Terrorist groups like Al Qaeda are more amorphous in this concept since they do not occupy territory or control populations per se, although they do use violence for political objectives.  Clausewitz does offer a more ethereal description of limited versus unlimited warfare by explaining that all warfare ultimately has its limits on what the population and military will accept in terms of death and destruction, no matter how much passions are raised, therefore all warfare has some limits imposed by the realities of human and societal endurance. 

 Iraq offers several examples where sectarian warfare was waged on the surface between Sunnis and Shias or between Iraqi Arabs and Kurds for ethnic or religious motivations, but underneath the conflict was ultimately about political and economic dominance over the country’s vast oil and water resources.  Iraq also offers an excellent example of the limits of warfare, even highly emotional sectarian warfare where the Sunni tribes eventually turned to the Americans against fellow Muslims in Al Qaeda when their traditional political power is was threatened.4  

So has warfare really changed?  Hmmm, not so much.  Organizations or countries still use violence or the threat of violence to further some end, usually power or financial gain, and even the bloodiest of tribal wars aim to have something standing for the winners to rule, even if it is a burnt out pile of rubble.

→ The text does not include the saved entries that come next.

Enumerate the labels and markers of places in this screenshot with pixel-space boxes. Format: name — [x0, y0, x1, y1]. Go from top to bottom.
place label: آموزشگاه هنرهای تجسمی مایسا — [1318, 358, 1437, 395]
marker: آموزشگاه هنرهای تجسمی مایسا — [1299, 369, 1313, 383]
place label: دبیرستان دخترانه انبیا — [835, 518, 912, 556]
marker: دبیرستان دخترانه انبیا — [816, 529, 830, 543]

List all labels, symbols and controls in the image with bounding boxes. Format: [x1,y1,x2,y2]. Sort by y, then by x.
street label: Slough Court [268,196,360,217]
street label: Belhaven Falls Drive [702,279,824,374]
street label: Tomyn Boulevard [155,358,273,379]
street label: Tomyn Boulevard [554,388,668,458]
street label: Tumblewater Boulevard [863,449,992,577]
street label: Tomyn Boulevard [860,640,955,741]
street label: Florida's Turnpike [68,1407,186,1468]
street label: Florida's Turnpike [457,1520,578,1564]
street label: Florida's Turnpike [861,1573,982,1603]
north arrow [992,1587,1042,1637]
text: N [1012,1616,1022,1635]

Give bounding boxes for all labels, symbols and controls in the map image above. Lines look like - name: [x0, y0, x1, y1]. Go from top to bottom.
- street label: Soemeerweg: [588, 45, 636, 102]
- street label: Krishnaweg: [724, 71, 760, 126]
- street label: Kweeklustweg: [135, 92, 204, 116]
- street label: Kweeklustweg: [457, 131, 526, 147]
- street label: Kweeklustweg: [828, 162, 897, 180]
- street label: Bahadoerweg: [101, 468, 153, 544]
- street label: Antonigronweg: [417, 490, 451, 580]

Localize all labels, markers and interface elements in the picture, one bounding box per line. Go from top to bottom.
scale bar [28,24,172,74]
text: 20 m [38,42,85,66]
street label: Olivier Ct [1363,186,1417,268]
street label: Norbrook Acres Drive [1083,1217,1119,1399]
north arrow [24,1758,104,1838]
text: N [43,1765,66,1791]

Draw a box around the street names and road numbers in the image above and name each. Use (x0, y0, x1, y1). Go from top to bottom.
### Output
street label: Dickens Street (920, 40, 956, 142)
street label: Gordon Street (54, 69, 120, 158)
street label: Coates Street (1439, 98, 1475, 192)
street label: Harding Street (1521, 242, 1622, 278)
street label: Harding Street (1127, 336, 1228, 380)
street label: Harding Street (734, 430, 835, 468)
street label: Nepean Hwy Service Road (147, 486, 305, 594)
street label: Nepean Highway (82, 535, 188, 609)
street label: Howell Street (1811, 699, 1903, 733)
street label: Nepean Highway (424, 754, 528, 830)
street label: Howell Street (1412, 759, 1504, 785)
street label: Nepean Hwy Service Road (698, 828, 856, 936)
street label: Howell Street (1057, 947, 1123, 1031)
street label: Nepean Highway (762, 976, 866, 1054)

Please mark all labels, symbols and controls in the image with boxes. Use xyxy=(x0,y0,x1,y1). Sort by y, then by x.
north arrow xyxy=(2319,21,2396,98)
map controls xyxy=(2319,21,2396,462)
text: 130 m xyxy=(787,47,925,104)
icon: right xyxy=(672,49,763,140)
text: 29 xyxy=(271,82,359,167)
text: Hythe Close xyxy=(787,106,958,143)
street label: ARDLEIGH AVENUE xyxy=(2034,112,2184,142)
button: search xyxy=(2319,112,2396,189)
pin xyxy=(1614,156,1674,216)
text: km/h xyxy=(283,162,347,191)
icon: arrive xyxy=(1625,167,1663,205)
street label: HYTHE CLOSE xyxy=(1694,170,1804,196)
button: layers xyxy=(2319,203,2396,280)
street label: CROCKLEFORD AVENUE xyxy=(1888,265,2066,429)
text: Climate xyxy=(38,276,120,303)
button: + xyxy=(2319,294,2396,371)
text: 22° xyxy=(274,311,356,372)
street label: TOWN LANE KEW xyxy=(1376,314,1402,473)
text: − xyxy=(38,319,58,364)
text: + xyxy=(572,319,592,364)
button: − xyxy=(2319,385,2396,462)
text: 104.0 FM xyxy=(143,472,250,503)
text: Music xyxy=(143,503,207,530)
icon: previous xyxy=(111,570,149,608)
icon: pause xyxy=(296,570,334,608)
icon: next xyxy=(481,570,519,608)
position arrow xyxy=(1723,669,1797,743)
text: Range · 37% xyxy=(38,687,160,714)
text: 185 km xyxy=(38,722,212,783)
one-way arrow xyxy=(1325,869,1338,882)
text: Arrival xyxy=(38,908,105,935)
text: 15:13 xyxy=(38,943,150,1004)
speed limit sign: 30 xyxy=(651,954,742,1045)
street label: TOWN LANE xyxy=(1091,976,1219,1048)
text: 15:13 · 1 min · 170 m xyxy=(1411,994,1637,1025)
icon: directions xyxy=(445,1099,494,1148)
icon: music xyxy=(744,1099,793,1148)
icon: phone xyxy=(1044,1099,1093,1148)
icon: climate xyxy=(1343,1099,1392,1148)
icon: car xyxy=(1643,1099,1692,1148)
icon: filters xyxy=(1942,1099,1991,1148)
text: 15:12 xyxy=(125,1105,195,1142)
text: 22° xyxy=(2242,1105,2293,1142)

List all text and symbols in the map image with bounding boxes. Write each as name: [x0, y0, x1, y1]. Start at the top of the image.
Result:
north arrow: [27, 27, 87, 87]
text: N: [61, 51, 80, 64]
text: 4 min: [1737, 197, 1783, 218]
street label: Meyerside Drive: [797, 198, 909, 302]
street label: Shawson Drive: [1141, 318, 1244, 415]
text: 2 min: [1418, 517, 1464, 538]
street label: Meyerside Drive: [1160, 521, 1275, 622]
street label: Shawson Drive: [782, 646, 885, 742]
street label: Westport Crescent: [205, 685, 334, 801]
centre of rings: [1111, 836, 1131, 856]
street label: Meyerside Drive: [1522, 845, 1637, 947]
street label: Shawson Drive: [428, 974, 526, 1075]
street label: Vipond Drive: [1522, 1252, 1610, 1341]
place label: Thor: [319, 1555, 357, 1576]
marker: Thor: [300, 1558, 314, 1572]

   1 Colin Fleming, "New or Old Wars? Debating a Clausewitzian Future," The Journal of Strategic Studies (Routledge), April 2009: 213-241;  Colin Gray, Another Bloody Century: Future Warfare (New York, NY: Phoenix Press, 2007), 30-31.

  2 Hugh Smith, On Clausewitz: A Study of Military and Political Ideas (New York, NY: Palgrace MacMillan, 2004), 98-99.

  3 Andreas Herberg-Rothe, "Primacy of 'Politics' or 'Culture' Over War in a Modern World: Clausewitz Needs a Sophisticated Interpretation," Defense Analysis (Taylor & Francis Journals) 17, no. 2 (2001): 175-186.

  4  Clausewitz, 77-78; Bing West, The Strongest Tribe: War, Politics and the Endgame in Iraq (New York, NY: Random House, 2008), 24, 28-29, 64-69; Bart Schuurman, "Clausewitz and the "New War" Scholars," Parameters (U.S. Army War College), Spring 2010: 89-100.